Desks in empty classroom

The Joint Budget Committee made its single largest cut in the midst of trying to find $2 billion in savings for the 2020-21 budget by voting to slash 58% of the general fund support for the state's public colleges and universities.

Lawmakers voted to go much farther than JBC staff had been suggesting. At the beginning of the budget-cutting exercise on May 4, the staff had presented 10% and 20% across-the-board cuts, and on Tuesday, they offered information on what a 30% general fund cut, or $246.8 million, would look like.

Even though staff analyst Amanda Bickel did not recommend it, that was "the level of cut that may be required for budget balancing," she said.

Bickel told the JBC that colleges and universities within the Department of Higher Education are among the few state agencies that could sustain such cuts; given that those funds represent a small portion of most state college and university budgets, which rely more heavily on tuition revenue. 

Then Sen. Dominick Moreno, a Commerce City Democrat, made the motion to cut 58%, a figure not contained in any of Bickel's recommendations. He was asked several times to repeat his motion. "And how much is that?" asked Sen. Bob Rankin, a Carbondale Republican.

Moreno and Bickel appeared to scramble to figure out just how much 58% would represent, and then came up with $493.2 million. The cut would be distributed proportionately to the state's governing boards and stand-alone colleges and universities. 

The silence was deafening. But no one objected or said it was too much. The motion passed unanimously.

Reaction on social media was swift and shocked. 

"This is devastating. I'm speechless," tweeted Jen Greenfield, an assistant professor in the Graduate School of Social Work at the University of Denver.

Peg Perl, the election chief for Arapahoe County and a mom to a "rising senior" (a person who will be a high school senior in the fall) just tweeted "gulp."

In reaction to the decision, Bickel suggested allowing the institutions, particularly community colleges and Metropolitan State University of Denver, flexibility in tuition increases. Tuition for 2020-21 had been capped at a 3% increase. However, the JBC voted to keep the tuition hikes at that same 3%.
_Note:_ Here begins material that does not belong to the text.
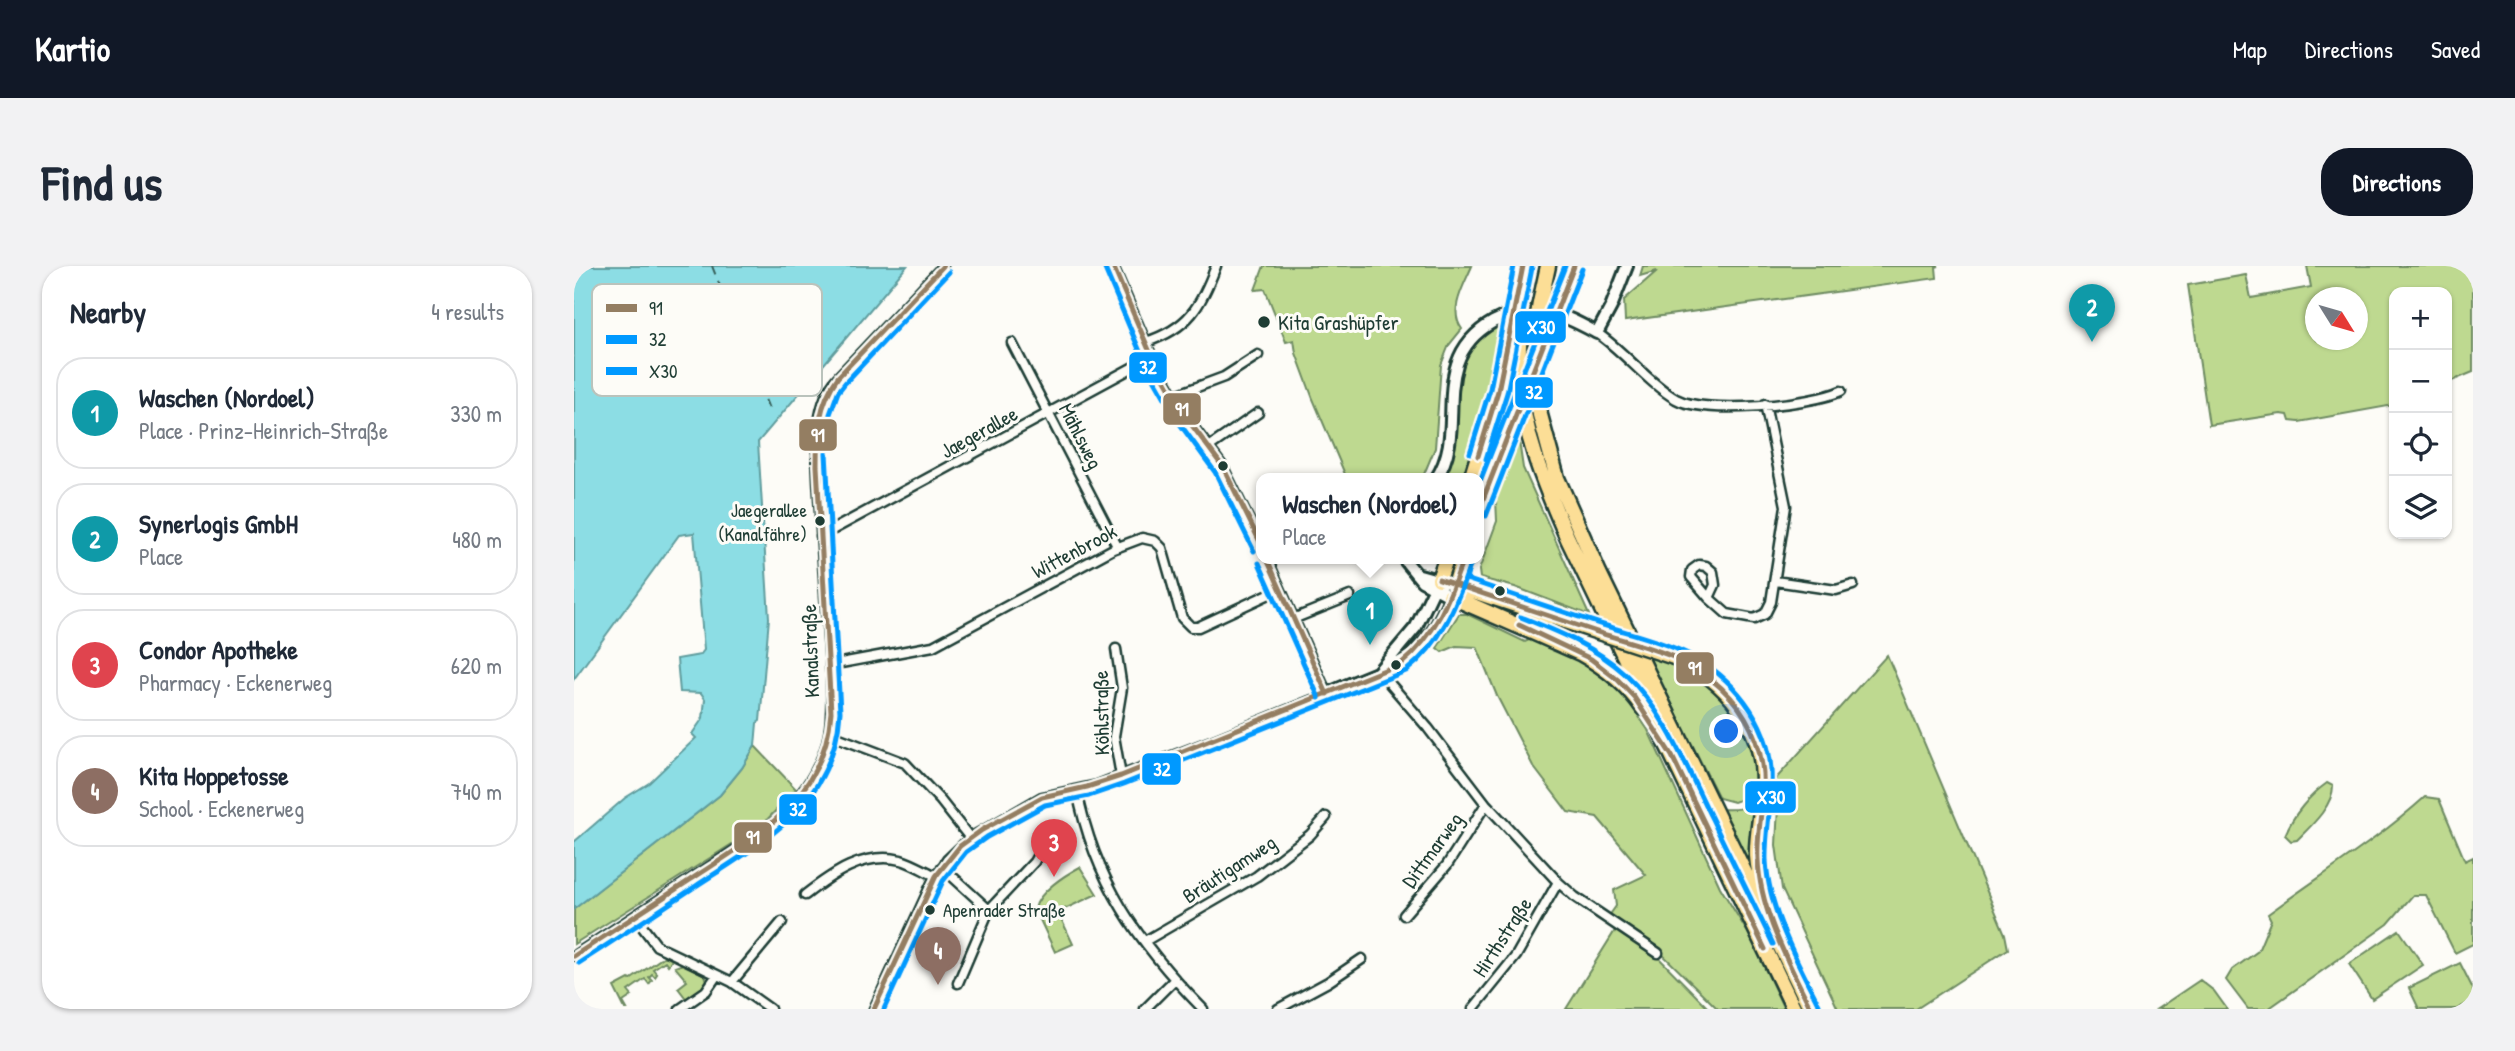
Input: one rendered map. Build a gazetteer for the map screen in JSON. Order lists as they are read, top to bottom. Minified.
{"streets":{"street":["Jaegerallee","Mählsweg","Wittenbrook","Kanalstraße","Köhlstraße","Dittmarweg","Bräutigamweg","Hirthstraße"]},"crossings":[["Jaegerallee","Mählsweg"],["Jaegerallee","Kanalstraße"],["Mählsweg","Wittenbrook"],["Wittenbrook","Kanalstraße"]],"places":["Kita Grashüpfer","Jaegerallee (Kanalfähre)","Apenrader Straße"],"lines":["transit line 91","transit line X30","transit line 32"],"legend":["91","32","X30"],"north":"bottom right","page":{"header":"Kartio","nav":["Map","Directions","Saved"],"buttons":"Directions","title":"Find us","heading":["Nearby","4 results"],"pins":["2","1","3","4"],"map_buttons":["+","−"],"list":[{"mark":"1","name":"Waschen (Nordoel)","note":"Place · Prinz-Heinrich-Straße","value":"330 m"},{"mark":"2","name":"Synerlogis GmbH","note":"Place","value":"480 m"},{"mark":"3","name":"Condor Apotheke","note":"Pharmacy · Eckenerweg","value":"620 m"},{"mark":"4","name":"Kita Hoppetosse","note":"School · Eckenerweg","value":"740 m"}],"popup":["Waschen (Nordoel)","Place"]}}
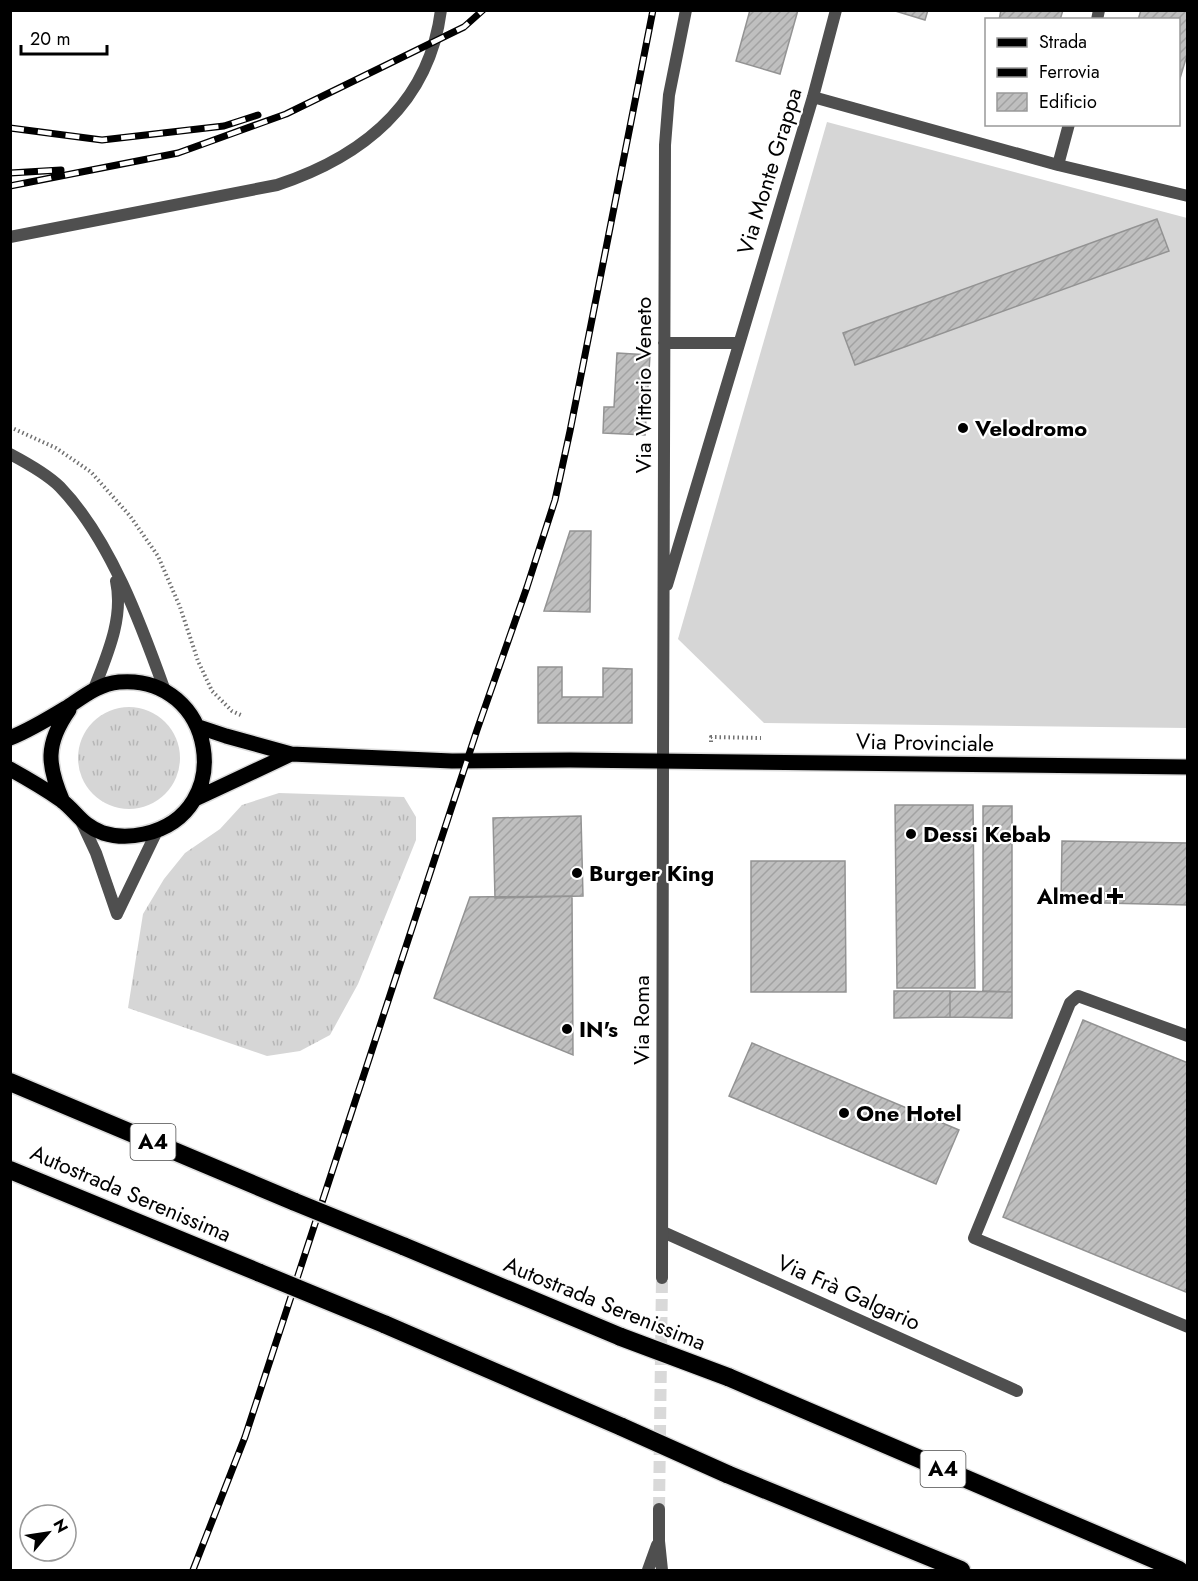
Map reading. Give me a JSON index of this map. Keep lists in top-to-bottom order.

The JBC also looked again at financial aid, which is 20% of the general fund sent to higher education. That's made up of three pots: need-based, merit and work-study aid. The committee had already voted to eliminate the $5 million for merit-based aid, but Tuesday spared need-based and work-study funding.

They cut funding for an opioid awareness campaign and on Tuesday, funds for cannabis research. On May 7, the JBC had already cut scholarship funds, teacher development and educator loan forgiveness grants. 

And while higher ed is in line for coronavirus relief dollars, those funds can only be used to address direct impacts from the virus, such as online learning and sanitation efforts. 

A U.S. Treasury memo, issued April 22, provided guidance to states on how CARES Act money should be spent. It states that "funds may not be used to fill shortfalls in government revenue to cover expenditures that would not otherwise qualify under the statute. Although a broad range of uses is allowed, revenue replacement is not a permissible use of Fund payments." The CARES Act money can be used for COVID-19 related expenses that "were not accounted for in the budget most recently approved as of March 27," meaning the current fiscal year, and for expenses incurred between March 1, 2020, and Dec. 30, 2020. 

Higher education has been a reliable piggy bank for budget cuts in past recessions; in 2009, institutions dodged some of the pain with stimulus funds, but it left Colorado 48th in the nation for state funding for higher education.

In 2000, the state picked up about 68% of the cost of a college education. Tuition covered the rest. After two multi-year recessions, after 9/11 and the Great Recession, that number has flipped, with students and parents covering two-thirds of the cost and the state covering the rest. One estimate said that tuition at state colleges and universities increased about 60% between 2008 and 2018.